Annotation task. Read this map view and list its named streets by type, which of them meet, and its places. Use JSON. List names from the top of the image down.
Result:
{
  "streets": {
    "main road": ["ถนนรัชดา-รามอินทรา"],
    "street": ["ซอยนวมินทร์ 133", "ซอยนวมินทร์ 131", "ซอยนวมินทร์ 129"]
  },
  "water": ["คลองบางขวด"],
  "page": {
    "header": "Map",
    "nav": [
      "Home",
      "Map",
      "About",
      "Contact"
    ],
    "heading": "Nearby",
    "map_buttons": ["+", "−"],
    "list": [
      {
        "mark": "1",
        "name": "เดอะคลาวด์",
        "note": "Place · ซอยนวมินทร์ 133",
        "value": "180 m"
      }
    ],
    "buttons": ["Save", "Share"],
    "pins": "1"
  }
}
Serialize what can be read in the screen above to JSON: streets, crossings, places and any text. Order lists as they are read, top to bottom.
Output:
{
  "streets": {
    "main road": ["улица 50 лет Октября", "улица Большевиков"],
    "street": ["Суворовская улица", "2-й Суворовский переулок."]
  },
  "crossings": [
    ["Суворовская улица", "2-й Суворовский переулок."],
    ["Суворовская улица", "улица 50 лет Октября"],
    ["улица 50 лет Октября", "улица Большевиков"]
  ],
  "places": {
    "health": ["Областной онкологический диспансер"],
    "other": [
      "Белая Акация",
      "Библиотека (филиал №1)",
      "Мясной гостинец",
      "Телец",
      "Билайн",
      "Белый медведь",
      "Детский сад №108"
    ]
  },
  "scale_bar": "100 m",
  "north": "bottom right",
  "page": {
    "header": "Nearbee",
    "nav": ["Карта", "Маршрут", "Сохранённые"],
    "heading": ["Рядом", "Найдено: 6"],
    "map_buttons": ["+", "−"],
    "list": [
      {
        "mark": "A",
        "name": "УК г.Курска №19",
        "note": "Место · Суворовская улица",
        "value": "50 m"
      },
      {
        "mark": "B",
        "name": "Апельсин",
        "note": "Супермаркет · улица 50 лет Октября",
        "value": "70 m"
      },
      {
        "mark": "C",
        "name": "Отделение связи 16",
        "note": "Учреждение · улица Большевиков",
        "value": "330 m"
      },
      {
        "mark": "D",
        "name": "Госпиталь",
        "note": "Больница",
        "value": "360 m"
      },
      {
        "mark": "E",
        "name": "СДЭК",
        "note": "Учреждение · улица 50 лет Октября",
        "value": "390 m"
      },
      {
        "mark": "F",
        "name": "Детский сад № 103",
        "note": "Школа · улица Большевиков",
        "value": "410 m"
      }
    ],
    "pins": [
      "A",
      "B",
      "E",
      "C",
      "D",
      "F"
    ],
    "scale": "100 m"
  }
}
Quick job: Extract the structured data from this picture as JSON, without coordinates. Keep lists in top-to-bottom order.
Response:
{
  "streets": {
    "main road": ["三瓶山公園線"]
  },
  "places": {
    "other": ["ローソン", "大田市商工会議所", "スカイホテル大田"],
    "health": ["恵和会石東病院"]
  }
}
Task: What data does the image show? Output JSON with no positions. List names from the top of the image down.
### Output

→ **Task objective**
The answer should be a bare number: the count of lines above in which the word "lists" occurs.

→ **Solution to this task**
2